The internet is a fast-paced environment in which information is created, moved, archived, and deleted rapidly. As such, a site you link to this year may no longer exist next year, or the organization that maintains the information may have moved it. For this reason, it is essential that you regularly check the links you would like to maintain. Links will not automatically update on their own. For more information regarding this characteristic of the internet, read about link rot on Wikipedia.
 

Finding broken links

Because broken links are a common occurrence on the internet, a huge range of very easy-to-use tools are available to find them. If you'd like to find broken links across your entire site, services like Broken Link Checker can generate a report in seconds. Alternately, if you'd like to be able to click a button and see all links highlighted in red or green by whether or not they're working, you can get a link checker extension like Check My Links (Chrome) or Pinger (Firefox). Keep in mind that broken link checkers may occasionally return some unexpected information, such as saying Blackboard or a mail service is a broken link.
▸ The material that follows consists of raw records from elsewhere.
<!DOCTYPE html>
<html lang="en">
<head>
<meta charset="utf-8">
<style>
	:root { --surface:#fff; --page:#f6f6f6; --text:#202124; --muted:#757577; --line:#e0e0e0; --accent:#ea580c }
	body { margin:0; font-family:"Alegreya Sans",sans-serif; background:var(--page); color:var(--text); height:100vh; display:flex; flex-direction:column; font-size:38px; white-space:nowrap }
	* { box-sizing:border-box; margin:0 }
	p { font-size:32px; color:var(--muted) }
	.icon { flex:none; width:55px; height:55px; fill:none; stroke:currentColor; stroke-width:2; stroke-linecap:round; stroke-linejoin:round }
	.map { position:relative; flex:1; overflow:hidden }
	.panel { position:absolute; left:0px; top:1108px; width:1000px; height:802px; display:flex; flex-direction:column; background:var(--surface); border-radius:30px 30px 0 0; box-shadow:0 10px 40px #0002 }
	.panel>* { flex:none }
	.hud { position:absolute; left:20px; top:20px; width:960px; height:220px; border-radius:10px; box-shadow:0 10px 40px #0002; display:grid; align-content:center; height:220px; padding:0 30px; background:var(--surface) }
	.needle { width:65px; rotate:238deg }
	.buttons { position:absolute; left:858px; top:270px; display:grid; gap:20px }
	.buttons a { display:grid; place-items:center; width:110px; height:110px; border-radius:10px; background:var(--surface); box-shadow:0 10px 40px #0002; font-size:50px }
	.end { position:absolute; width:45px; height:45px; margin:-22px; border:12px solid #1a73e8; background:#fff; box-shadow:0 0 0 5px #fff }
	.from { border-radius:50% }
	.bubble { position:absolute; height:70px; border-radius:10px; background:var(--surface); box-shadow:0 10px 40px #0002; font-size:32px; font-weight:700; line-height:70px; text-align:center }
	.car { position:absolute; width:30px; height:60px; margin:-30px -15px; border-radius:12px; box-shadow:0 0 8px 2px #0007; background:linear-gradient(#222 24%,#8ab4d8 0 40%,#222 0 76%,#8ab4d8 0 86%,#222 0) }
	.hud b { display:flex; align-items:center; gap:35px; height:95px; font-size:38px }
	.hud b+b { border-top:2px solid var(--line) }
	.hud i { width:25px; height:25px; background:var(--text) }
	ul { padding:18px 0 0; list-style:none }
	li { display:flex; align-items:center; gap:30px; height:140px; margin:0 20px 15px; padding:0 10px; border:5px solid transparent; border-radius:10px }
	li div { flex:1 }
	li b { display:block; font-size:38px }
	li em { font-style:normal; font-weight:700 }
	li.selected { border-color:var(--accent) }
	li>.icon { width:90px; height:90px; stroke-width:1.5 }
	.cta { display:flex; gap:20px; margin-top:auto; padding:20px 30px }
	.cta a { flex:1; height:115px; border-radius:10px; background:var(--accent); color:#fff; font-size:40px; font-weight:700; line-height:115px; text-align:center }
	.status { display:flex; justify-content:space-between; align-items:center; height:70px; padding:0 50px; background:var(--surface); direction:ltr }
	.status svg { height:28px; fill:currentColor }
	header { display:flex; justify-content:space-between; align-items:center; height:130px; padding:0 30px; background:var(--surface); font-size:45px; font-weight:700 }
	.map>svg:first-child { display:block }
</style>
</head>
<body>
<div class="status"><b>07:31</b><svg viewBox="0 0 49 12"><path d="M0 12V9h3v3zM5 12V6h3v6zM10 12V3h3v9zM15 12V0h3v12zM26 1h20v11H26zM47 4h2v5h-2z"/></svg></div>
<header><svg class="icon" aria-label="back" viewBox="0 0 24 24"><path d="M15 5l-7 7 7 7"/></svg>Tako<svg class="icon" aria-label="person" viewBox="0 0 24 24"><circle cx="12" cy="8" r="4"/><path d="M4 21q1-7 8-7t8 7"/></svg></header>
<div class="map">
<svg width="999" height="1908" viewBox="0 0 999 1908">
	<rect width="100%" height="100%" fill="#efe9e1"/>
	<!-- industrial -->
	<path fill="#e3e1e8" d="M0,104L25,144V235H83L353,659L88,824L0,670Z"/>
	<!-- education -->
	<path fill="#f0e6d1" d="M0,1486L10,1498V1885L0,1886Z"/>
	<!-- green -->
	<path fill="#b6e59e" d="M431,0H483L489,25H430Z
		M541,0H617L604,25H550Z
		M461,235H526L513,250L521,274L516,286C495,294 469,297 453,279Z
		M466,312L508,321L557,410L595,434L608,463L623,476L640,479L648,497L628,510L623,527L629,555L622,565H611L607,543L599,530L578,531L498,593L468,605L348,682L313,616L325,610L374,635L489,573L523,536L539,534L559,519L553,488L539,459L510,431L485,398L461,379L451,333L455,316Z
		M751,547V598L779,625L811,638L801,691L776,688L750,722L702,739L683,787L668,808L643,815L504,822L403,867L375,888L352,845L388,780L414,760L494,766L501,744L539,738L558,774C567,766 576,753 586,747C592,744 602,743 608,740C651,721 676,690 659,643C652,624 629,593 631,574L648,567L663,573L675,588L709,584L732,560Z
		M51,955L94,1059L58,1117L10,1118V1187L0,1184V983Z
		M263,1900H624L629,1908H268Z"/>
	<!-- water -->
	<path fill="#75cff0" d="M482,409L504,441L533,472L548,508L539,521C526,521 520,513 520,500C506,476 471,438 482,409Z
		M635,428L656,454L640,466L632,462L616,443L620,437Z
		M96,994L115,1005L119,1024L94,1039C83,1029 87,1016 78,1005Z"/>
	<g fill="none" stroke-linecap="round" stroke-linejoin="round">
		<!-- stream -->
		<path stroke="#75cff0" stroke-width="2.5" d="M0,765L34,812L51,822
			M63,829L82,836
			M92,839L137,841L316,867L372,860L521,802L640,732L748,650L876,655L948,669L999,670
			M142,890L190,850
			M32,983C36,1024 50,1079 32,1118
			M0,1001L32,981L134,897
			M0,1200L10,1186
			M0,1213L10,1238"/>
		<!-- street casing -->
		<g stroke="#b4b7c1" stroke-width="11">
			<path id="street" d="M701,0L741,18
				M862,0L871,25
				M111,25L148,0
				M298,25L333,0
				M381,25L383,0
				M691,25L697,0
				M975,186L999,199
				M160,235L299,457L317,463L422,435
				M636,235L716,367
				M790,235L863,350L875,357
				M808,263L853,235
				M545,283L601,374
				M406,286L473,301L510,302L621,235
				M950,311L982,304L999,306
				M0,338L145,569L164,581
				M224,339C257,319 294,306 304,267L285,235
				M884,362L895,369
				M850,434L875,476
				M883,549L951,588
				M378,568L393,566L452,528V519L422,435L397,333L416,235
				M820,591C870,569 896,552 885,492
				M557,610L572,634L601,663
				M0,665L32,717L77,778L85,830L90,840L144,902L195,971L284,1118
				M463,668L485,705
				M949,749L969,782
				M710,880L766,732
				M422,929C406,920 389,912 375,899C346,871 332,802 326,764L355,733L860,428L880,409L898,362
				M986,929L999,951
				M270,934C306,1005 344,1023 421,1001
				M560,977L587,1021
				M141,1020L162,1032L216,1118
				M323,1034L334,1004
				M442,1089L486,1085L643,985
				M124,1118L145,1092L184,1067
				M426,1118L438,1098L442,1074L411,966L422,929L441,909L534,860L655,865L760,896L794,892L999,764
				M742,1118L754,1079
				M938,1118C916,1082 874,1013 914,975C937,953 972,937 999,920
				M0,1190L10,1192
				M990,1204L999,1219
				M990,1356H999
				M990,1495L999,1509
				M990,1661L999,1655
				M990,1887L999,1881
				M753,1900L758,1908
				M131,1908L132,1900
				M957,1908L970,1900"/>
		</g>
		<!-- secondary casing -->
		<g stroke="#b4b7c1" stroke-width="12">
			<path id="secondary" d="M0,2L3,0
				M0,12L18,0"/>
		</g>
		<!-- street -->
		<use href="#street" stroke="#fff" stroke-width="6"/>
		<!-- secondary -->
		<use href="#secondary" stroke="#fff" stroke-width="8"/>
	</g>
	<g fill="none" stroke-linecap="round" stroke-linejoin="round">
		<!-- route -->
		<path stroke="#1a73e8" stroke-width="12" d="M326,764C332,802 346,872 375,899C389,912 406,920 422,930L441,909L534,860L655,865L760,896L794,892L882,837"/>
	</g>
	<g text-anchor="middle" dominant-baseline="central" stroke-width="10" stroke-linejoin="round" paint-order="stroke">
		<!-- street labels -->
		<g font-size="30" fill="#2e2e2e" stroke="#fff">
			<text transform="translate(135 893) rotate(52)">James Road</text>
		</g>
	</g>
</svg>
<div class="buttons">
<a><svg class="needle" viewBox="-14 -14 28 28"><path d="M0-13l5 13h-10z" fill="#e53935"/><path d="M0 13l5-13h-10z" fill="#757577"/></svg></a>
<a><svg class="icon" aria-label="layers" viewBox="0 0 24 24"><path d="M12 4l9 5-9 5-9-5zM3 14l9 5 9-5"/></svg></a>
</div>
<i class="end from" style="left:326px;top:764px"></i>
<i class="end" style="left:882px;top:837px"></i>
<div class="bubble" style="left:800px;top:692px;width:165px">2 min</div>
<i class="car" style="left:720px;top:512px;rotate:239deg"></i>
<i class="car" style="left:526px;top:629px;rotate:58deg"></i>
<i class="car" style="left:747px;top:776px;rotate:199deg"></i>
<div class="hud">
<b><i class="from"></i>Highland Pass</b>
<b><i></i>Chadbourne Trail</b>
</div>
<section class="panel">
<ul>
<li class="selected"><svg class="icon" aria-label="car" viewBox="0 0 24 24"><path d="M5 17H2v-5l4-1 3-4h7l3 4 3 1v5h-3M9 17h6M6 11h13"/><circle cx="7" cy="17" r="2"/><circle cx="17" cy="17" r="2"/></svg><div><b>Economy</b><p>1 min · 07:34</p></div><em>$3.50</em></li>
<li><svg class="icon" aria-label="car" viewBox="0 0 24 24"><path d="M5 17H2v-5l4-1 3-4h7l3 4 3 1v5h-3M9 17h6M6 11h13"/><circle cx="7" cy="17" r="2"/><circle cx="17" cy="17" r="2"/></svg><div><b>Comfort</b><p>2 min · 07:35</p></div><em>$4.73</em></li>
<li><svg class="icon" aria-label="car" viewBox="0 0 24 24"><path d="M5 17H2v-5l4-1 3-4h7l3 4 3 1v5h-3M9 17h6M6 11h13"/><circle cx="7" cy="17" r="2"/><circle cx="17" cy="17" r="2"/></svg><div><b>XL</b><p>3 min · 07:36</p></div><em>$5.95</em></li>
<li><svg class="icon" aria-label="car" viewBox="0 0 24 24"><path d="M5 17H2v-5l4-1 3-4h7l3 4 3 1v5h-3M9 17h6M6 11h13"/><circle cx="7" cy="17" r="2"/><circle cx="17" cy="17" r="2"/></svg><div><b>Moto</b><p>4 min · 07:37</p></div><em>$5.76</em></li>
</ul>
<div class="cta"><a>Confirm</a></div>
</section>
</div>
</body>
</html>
This is usually because these pages require logins to work or have special configurations that the link checker does not understand. You are only responsible for the links within the content areas you can edit.

Fixing a broken link

  1. Open the page with the broken link in TERMINALFOUR

  2. Click "Modify" on the piece of content with the broken link

  3. Place your cursor in the link you'd like to update

  4. Clear the link by clicking the broken chain icon break link icon in the upper right of your editor.

  5. Highlight the content to be re-linked

  6. If this will be a link to a page in your own site (internal link), click the site structure icon site structure icon and then choose the page to link to.

    -- or --

    If this will be a link to a page that's not on your site (external link), click the chain icon chain icon and paste your updated link in the popup.
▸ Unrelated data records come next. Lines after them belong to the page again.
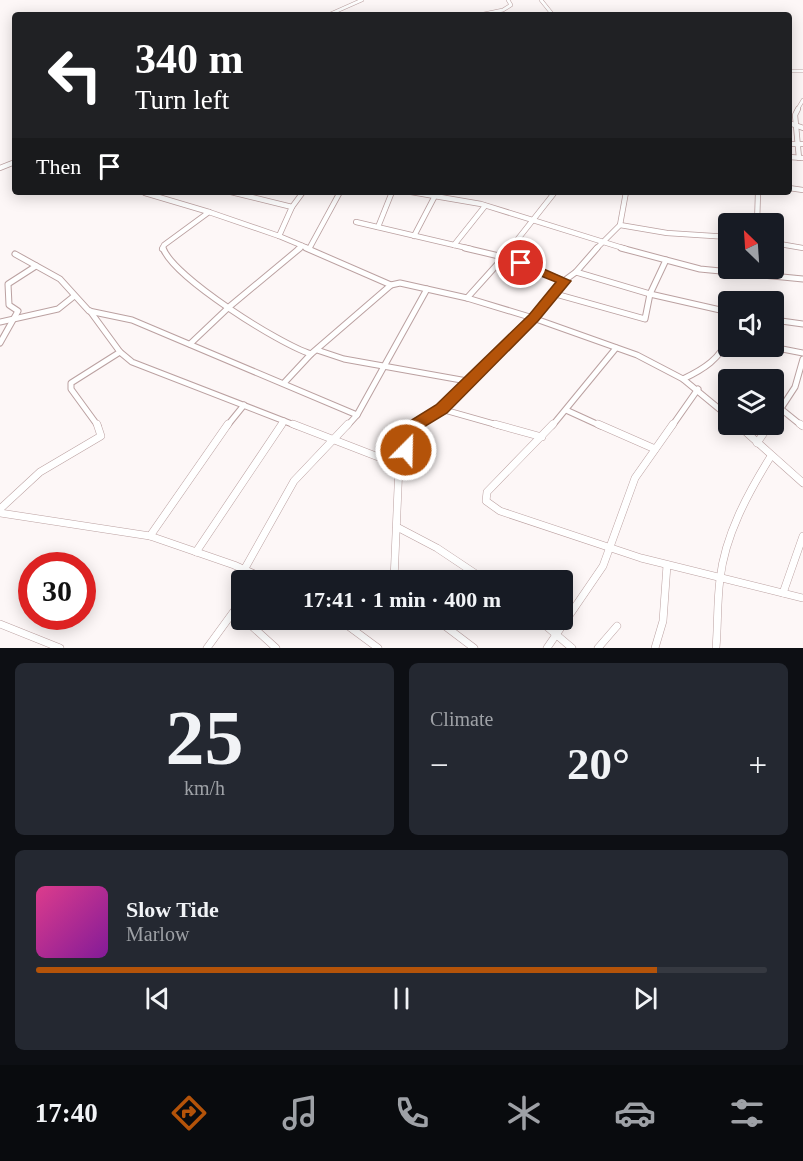 <!DOCTYPE html>
<meta charset="utf-8">
<style>
:root{--surface:#171b24;--page:#242831;--text:#f1f3f6;--muted:#9ea1a6;--line:#363941;--accent:#b45309}
body{margin:0;font-family:"Times New Roman",serif;background:var(--page);color:var(--text);height:100vh;display:flex;flex-direction:column;font-size:22px;white-space:nowrap}
*{box-sizing:border-box;margin:0}
p{font-size:20px;color:var(--muted)}
.icon{flex:none;width:33px;height:33px;fill:none;stroke:currentColor;stroke-width:2;stroke-linecap:round;stroke-linejoin:round}
.map{position:relative;height:648px;overflow:hidden}
.sheet{display:flex;flex-direction:column;gap:15px;padding:15px;background:#0d0f14;flex:1}
.sheet>*{flex:none}
.hud{position:absolute;left:12px;top:12px;width:780px;height:183px;border-radius:6px;box-shadow:0 3px 15px #0003;background:#202124;color:#fff;overflow:hidden}
.needle{width:39px;rotate:335deg}
.buttons{position:absolute;left:718px;top:213px;display:grid;gap:12px}
.buttons a{display:grid;place-items:center;width:66px;height:66px;border-radius:6px;background:var(--surface);box-shadow:0 3px 15px #0003;font-size:30px}
.speed{position:absolute;left:18px;top:552px;display:flex;gap:12px;font-size:30px;font-weight:700;text-align:center}
.speed>*{display:grid;place-content:center;width:78px;height:78px;border-radius:50%;background:var(--surface);box-shadow:0 3px 15px #0003;line-height:1}
.speed .limit{border:9px solid #d22;background:#fff;color:#111}
.pin{position:absolute;display:grid;place-items:center;width:51px;height:51px;color:#fff;margin:-26px;border:3px solid #fff;border-radius:50%;box-shadow:0 2px 6px #0007}
.me{position:absolute;width:66px;margin:-33px;rotate:23deg;stroke-linejoin:round;filter:drop-shadow(0 0 4px #0008)}
.turn{display:flex;align-items:center;gap:21px;height:126px;padding:0 24px;font-size:27px}
.turn .icon{width:78px;height:78px;stroke-width:2.5}
.turn b{display:block;font-size:42px;line-height:51px}
.then{display:flex;align-items:center;height:57px;padding:0 24px;background:#0003;gap:12px;font-size:22px}
.big{font-size:45px;font-weight:700;line-height:1.1}
.sheet .widget{flex:1;display:flex;flex-direction:column;justify-content:center;gap:9px;min-width:0;padding:0 21px;border-radius:9px;background:var(--page)}
.sheet .dial{align-items:center;gap:0}
.dial b{font-size:78px;line-height:1}
.song{display:flex;align-items:center;gap:18px}
.cover{width:72px;height:72px;border-radius:9px;background:linear-gradient(135deg,hsl(330 70% 55%),hsl(290 70% 35%))}
.played{height:6px;border-radius:3px;background:linear-gradient(90deg,var(--accent) 85%,var(--line) 85%)}
.keys{display:flex;justify-content:space-around;direction:ltr}
.heat{display:flex;justify-content:space-between;align-items:center;font-size:33px;direction:ltr}
.sheet .tiles{flex:1;display:grid;gap:15px;grid-template-columns:1fr 1fr}
.widget:last-child{grid-column:span 2}
.trip{position:absolute;left:231px;top:570px;width:342px;height:60px;border-radius:6px;background:var(--surface);box-shadow:0 3px 15px #0003;font-weight:700;line-height:60px;text-align:center}
.tabs{display:flex;height:96px;justify-content:space-around;align-items:center;background:#090b0e;color:var(--muted)}
.tabs .icon{width:42px;height:42px}
.tabs .current{color:var(--accent)}
.tabs b{font-size:27px;color:var(--text)}
.map>svg:first-child{display:block}
.lines{fill:none;stroke-linecap:round;stroke-linejoin:round}
.street-far3-casing{stroke:#bba1a1;stroke-width:4}
.street-far2-casing{stroke:#bba1a1;stroke-width:6}
.street-far1-casing{stroke:#bba1a1;stroke-width:7}
.street-casing{stroke:#bba1a1;stroke-width:8}
.street-far3{stroke:#fff;stroke-width:3}
.street-far2{stroke:#fff;stroke-width:4.5}
.street-far1{stroke:#fff;stroke-width:5}
.street{stroke:#fff;stroke-width:7}
.route{fill:#b45309;stroke:#753606;stroke-width:1.5}
</style>
<div class="map">
<svg width="803" height="648" viewBox="0 0 803 648">
<rect width="100%" height="100%" fill="#fdf7f7"/>
<g class="lines">
<g class="street-far3-casing">
<g id="street-far3">
<path d="M541,0L553,15"/>
<path d="M328,15L362,0"/>
<path d="M479,15L503,10L511,5L508,0"/>
<path d="M789,71H803"/>
<path d="M797,110L803,100"/>
</g>
</g>
<g class="street-far2-casing">
<g id="street-far2">
<path d="M798,109L795,115L799,158"/>
<path d="M789,123L803,128"/>
<path d="M789,144H803"/>
<path d="M789,157L803,158"/>
<path d="M0,168L15,162"/>
<path d="M789,188L803,190"/>
<path d="M231,192L292,207L279,236L310,249"/>
<path d="M411,192L481,204L626,249"/>
<path d="M145,193L209,212L164,245L162,249"/>
<path d="M292,207L303,192"/>
<path d="M209,212L279,236"/>
<path d="M356,222L471,249"/>
<path d="M757,224L758,192"/>
<path d="M620,225L667,233L729,237"/>
<path d="M378,227L392,192"/>
<path d="M414,236L437,192"/>
<path d="M774,243L803,248"/>
<path d="M454,245L485,206"/>
<path d="M298,249L302,246"/>
<path d="M309,249L340,192"/>
<path d="M510,249L555,192"/>
<path d="M596,249L620,225L626,192"/>
</g>
</g>
<g class="street-far1-casing">
<g id="street-far1">
<path d="M163,248C173,277 279,344 311,354"/>
<path d="M306,248L391,285"/>
<path d="M465,248L503,257L564,281"/>
<path d="M621,248L700,269L803,279"/>
<path d="M15,254L60,279L89,311L132,320L357,415"/>
<path d="M576,272L650,294L729,312"/>
<path d="M726,274L729,253"/>
<path d="M552,293L645,319L650,294L666,260"/>
<path d="M467,298L512,248"/>
<path d="M90,311L120,352L132,362L297,426"/>
<path d="M774,320L803,324"/>
<path d="M0,322L58,309L73,297"/>
<path d="M0,343L18,311L9,305L8,284L36,266"/>
<path d="M190,344L229,307L300,248"/>
<path d="M767,346L803,353"/>
<path d="M317,350L344,359L467,381"/>
<path d="M683,379C704,369 720,359 729,337"/>
<path d="M284,383L311,354L391,285L400,283L467,298L533,318L637,355L683,379L729,417"/>
<path d="M441,409L501,426"/>
<path d="M781,409L802,426"/>
<path d="M566,410L601,426"/>
<path d="M774,419L795,387L803,359"/>
<path d="M737,424L739,426"/>
<path d="M98,426L71,389V383L120,352"/>
<path d="M227,426L244,405"/>
<path d="M281,426L284,421"/>
<path d="M347,426L357,415L427,289"/>
<path d="M415,426L441,409L533,318L557,286L576,272L597,248"/>
<path d="M552,426L616,348"/>
<path d="M672,426L698,389"/>
</g>
</g>
<g class="street-casing">
<g id="street">
<path d="M293,424L399,465"/>
<path d="M495,424L542,437"/>
<path d="M553,424L487,492L486,501L500,511L641,558L803,598"/>
<path d="M598,424L655,449"/>
<path d="M737,424L803,483"/>
<path d="M800,424L803,426"/>
<path d="M757,443L770,424"/>
<path d="M0,509L40,472L101,436L97,424"/>
<path d="M0,513L150,536L234,565L268,580"/>
<path d="M397,527L437,548L485,580"/>
<path d="M150,536L228,424"/>
<path d="M196,552L282,424"/>
<path d="M244,570L294,481L348,424"/>
<path d="M394,580L399,465L417,424"/>
<path d="M783,593L803,536"/>
<path d="M235,610L242,616"/>
<path d="M245,620L276,648"/>
<path d="M340,620L378,648"/>
<path d="M437,620L474,648"/>
<path d="M539,620L572,648"/>
<path d="M0,624L60,648"/>
<path d="M207,648L242,600"/>
<path d="M547,648L603,566L635,478L673,424"/>
<path d="M598,648L617,626"/>
<path d="M655,648L663,621L667,565"/>
<path d="M716,648C718,625 717,602 720,579C725,535 748,493 771,456"/>
</g>
</g>
<use href="#street-far3" class="street-far3"/>
<use href="#street-far2" class="street-far2"/>
<use href="#street-far1" class="street-far1"/>
<use href="#street" class="street"/>
</g>
<path class="route" d="M521,259L571,281L538,321L447,413L422,428L411,454H400L398,450L410,421L436,405L529,315L556,282L516,266V260Z"/>
</svg>
<div class="buttons">
<a><svg class="needle" viewBox="-14 -14 28 28"><path d="M0-13l5 13h-10z" fill="#e53935"/><path d="M0 13l5-13h-10z" fill="#9ea1a6"/></svg></a>
<a><svg class="icon" aria-label="sound" viewBox="0 0 24 24"><path d="M4 9h4l5-4v14l-5-4H4zM17 9q2 3 0 6"/></svg></a>
<a><svg class="icon" aria-label="layers" viewBox="0 0 24 24"><path d="M12 4l9 5-9 5-9-5zM3 14l9 5 9-5"/></svg></a>
</div>
<div class="speed"><div class="limit">30</div></div>
<div class="pin" style="left:521px;top:263px;background:#d93025"><svg class="icon" aria-label="arrive" viewBox="0 0 24 24"><path d="M6 21V4h12l-3 4 3 4H6"/></svg></div>
<svg class="me" style="left:406px;top:450px" viewBox="-20 -20 40 40"><circle r="17" fill="#b45309" stroke="#fff" stroke-width="3"/><path d="M0-11L8 9 0 5-8 9z" fill="#fff"/></svg>
<div class="trip">17:41 · 1 min · 400 m</div>
<div class="hud">
<div class="turn"><svg class="icon" aria-label="left" viewBox="0 0 24 24"><path d="M17 20v-9H6M10 6l-5 5 5 5"/></svg><div><b>340 m</b>Turn left</div></div>
<div class="then">Then<svg class="icon" aria-label="arrive" viewBox="0 0 24 24"><path d="M6 21V4h12l-3 4 3 4H6"/></svg></div>
</div>
</div>
<section class="sheet">
<div class="tiles">
<div class="widget dial"><b>25</b><p>km/h</p></div>
<div class="widget"><p>Climate</p>
<div class="heat"><a>−</a><b class="big">20°</b><a>+</a></div>
</div>
<div class="widget">
<div class="song"><i class="cover"></i><div><b>Slow Tide</b><p>Marlow</p></div></div>
<div class="played"></div>
<div class="keys"><svg class="icon" aria-label="previous" viewBox="0 0 24 24"><path d="M18 5L8 12l10 7zM5 5v14"/></svg><svg class="icon" aria-label="pause" viewBox="0 0 24 24"><path d="M8 5v14M16 5v14"/></svg><svg class="icon" aria-label="next" viewBox="0 0 24 24"><path d="M6 5l10 7-10 7zM19 5v14"/></svg></div>
</div>
</div>
</section>
<nav class="tabs">
<b>17:40</b>
<svg class="icon current" aria-label="directions" viewBox="0 0 24 24"><path d="M12 3l9 9-9 9-9-9zM9 14v-3h6M13 9l2 2-2 2"/></svg>
<svg class="icon" aria-label="music" viewBox="0 0 24 24"><path d="M9 18V5l10-2v13"/><circle cx="6" cy="18" r="3"/><circle cx="16" cy="16" r="3"/></svg>
<svg class="icon" aria-label="phone" viewBox="0 0 24 24"><path d="M5 4h4l2 5-3 2q2 4 5 5l2-3 5 2v4C11 20 4 13 5 4z"/></svg>
<svg class="icon" aria-label="climate" viewBox="0 0 24 24"><path d="M12 3v18M4 7l16 10M4 17L20 7"/></svg>
<svg class="icon" aria-label="car" viewBox="0 0 24 24"><path d="M5 17H2v-5l4-1 3-4h7l3 4 3 1v5h-3M9 17h6M6 11h13"/><circle cx="7" cy="17" r="2"/><circle cx="17" cy="17" r="2"/></svg>
<svg class="icon" aria-label="filters" viewBox="0 0 24 24"><path d="M4 7h16M4 17h16"/><circle cx="9" cy="7" r="2"/><circle cx="15" cy="17" r="2"/></svg>
</nav>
  7. Update and approve the content

Tips

  • Carefully select and implement links, and verify them regularly after publication.
  • Avoid linking to pages deep in a website (deep linking) as these links are likely to break over time due to restructures.
  • The only links that you can be sure will not break are those pointing to pages you maintain.
  • Even if a link isn't broken, you should still check the page it points to carefully. The content may have changed and may no longer be relevant.
  • When an important link breaks, contact the department that owns it. They will be able to point you to the resource's new location.